Outside of video, Google Search is also changing. AI Overviews with Gemini, Circle to Search, and Google Lens—which now processes close to 20 billion monthly searches—allow for more anticipatory and visual-centric search experiences. Companies are seeing increased return on investment in their campaigns. For instance, fast commerce platform Zepto has seen considerable content creation time savings with AI-driven video tools.
Increasing Antitrust Challenges in the U.S.
Although these innovations hold the potential to drive India’s digital economy, Google is under mounting pressure in the U.S. regarding its market dominance in the online ad business.
On April 17, US District Judge Leonie Brinkema held Google illegally monopolized two ad-tech markets, commenting that the firm was responsible for “willfully acquiring and maintaining monopoly power” in the business of advertising technology by serving as the middleman between buyers and sellers of advertisement content.
The Department of Justice (DOJ) accuses Google of dominating the online ads market using its collection of tools, which include DoubleClick-developed products that it purchased in 2008 for $3.1 billion.
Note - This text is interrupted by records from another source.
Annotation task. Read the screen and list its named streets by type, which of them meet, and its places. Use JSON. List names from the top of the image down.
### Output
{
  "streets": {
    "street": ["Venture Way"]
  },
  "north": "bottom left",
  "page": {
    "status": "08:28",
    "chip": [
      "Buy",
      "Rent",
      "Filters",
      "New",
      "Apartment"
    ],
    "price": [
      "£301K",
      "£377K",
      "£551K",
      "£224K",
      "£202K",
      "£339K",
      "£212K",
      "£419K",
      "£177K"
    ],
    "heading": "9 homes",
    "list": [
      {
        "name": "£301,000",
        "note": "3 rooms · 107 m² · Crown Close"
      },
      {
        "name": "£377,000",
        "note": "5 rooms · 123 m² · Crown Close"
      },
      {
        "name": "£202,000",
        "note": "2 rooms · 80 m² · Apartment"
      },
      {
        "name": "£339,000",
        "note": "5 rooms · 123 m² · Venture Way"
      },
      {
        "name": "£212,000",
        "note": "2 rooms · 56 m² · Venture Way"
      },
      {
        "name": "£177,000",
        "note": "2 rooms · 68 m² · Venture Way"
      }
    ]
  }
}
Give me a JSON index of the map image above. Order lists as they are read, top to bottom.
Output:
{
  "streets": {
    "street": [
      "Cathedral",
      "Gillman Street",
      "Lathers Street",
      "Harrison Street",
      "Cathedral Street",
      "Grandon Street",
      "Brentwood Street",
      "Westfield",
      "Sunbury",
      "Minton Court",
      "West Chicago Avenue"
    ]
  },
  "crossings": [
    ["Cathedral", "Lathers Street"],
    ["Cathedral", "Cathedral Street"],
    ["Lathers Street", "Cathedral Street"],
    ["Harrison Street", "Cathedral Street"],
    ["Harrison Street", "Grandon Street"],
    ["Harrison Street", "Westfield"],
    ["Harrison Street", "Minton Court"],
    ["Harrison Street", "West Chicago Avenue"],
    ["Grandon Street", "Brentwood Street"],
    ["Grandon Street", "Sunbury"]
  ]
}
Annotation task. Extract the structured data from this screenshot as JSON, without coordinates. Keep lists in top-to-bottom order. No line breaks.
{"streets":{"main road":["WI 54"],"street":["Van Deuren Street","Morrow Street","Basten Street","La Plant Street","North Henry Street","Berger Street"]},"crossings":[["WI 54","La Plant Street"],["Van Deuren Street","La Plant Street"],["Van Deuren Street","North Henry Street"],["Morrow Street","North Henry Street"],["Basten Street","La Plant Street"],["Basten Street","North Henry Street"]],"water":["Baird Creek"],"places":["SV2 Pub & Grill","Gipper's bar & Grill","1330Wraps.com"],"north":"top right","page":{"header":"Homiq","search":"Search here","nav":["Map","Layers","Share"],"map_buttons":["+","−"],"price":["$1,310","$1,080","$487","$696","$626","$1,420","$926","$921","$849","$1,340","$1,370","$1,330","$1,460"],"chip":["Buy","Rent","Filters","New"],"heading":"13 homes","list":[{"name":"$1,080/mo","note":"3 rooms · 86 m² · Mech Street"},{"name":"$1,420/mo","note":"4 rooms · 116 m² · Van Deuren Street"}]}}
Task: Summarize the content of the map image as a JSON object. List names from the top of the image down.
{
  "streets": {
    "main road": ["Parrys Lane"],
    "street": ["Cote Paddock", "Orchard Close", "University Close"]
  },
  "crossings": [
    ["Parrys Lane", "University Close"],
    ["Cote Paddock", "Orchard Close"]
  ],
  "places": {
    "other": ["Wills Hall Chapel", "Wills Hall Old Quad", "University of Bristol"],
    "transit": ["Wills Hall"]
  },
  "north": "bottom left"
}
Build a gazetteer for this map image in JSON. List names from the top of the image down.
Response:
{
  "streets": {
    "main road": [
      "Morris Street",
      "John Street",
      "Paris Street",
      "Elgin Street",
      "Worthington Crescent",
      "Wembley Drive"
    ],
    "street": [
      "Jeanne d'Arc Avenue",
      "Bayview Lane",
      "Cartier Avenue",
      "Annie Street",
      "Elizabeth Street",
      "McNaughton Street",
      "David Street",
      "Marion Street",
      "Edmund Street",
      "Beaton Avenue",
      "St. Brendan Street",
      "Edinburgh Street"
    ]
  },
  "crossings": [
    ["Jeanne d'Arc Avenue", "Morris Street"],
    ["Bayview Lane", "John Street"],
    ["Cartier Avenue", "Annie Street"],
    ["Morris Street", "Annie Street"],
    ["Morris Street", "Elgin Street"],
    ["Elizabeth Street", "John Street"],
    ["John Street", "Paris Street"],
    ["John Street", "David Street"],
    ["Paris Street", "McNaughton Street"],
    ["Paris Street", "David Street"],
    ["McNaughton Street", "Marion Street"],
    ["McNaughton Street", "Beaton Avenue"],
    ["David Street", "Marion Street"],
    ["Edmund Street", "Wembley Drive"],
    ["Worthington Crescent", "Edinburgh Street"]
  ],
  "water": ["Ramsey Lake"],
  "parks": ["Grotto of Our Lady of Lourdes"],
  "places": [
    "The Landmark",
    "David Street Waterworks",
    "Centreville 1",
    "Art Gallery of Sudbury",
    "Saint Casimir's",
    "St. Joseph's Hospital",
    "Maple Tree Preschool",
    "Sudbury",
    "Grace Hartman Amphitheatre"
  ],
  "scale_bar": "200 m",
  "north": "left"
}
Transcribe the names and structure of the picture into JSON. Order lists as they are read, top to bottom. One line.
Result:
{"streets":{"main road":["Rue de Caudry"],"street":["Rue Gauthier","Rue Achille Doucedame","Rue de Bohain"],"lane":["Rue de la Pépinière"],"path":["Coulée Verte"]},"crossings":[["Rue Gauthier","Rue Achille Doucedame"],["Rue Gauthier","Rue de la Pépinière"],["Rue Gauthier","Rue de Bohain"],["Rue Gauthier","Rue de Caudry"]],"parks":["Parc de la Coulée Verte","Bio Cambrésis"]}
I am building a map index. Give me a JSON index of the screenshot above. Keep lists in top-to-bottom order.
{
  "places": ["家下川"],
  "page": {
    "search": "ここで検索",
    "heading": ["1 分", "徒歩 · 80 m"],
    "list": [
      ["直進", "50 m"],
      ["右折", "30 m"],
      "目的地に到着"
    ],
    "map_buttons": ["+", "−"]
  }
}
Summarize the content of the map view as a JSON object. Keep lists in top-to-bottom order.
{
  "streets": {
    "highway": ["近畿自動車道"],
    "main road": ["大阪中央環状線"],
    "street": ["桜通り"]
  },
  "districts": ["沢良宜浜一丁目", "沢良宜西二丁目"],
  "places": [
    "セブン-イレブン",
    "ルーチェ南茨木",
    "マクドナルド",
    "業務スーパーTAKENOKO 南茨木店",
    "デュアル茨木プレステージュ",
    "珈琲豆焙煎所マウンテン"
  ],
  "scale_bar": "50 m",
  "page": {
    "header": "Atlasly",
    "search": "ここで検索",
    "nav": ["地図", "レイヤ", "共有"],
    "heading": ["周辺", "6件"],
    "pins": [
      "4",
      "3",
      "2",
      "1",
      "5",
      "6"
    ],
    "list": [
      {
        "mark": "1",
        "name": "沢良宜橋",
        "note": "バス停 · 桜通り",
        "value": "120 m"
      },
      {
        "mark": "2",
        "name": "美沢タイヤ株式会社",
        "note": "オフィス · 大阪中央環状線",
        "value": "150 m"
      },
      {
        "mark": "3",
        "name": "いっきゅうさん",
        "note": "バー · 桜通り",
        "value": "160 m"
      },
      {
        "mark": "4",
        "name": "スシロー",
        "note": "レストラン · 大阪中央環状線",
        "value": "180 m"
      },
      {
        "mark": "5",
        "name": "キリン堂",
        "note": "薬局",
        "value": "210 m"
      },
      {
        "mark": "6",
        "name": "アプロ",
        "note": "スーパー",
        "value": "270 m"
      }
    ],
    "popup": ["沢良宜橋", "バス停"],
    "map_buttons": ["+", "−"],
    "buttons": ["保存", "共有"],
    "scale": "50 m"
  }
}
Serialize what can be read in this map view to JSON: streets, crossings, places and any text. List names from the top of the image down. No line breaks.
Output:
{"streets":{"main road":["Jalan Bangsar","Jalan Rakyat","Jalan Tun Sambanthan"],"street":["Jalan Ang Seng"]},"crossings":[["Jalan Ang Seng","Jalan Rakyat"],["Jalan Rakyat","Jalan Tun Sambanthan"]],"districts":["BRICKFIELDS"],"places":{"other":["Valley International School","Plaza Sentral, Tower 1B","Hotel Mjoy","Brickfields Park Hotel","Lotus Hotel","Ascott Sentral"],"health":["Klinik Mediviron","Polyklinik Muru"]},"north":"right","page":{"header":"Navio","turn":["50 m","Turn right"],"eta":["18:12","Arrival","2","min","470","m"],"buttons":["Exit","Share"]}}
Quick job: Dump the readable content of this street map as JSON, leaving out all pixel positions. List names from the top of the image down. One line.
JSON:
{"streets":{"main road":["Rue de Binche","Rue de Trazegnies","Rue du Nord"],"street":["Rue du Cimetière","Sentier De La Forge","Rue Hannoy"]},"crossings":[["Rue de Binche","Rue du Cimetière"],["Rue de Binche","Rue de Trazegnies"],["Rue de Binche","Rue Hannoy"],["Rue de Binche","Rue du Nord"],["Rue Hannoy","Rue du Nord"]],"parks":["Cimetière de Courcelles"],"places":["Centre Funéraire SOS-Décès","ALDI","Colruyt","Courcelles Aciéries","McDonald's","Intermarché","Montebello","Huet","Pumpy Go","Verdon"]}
Merging DoubleClick’s technology enabled Google to improve ad targeting and analytics capabilities, cementing its dominance in the digital advertising space.
In the antitrust lawsuit, the DOJ alleges Google’s ad stack, utilized in auctions and transactions, dominates the 87% of the U.S. market share, suppressing competition, driving up advertisers’ costs, and extracting publishers’ revenue. The court ruling sets the stage for likely antitrust actions, including a potential dismemberment of Google’s ad product units.
The Times of India
Global Implications and Future Outlook
The U.S. antitrust issues have direct consequences on Google’s international operations. The DOJ is looking for remedies that may involve the breakup of Google’s ad exchange business and steps to rebalance competition in the ad tech sector. Google is reported to have indicated it would appeal the decision, saying its ad tech products are selected by publishers and advertisers because they are effective and cost-effective.
In India, Google’s AI initiatives are gaining traction, with businesses testing AI tools for cost efficiency and growth. However, the company’s practices abroad remain under legal scrutiny. The DOJ is also prosecuting Google’s online search monopoly through its Chrome browser, attempting to prevent the company from utilizing its AI products in online search, such as AI Overviews. If the court decides in the DOJ’s favor, Google might be forced to rethink its AI strategies from the ground up.
Conclusion
Google’s aggressive expansion of AI-driven advertising in India underscores its commitment to innovation and market growth. However, the mounting antitrust scrutiny in the U.S. presents significant challenges that could reshape the company’s global operations. As legal proceedings unfold, the balance between fostering innovation and ensuring fair competition remains a critical consideration for regulators and industry stakeholders alike.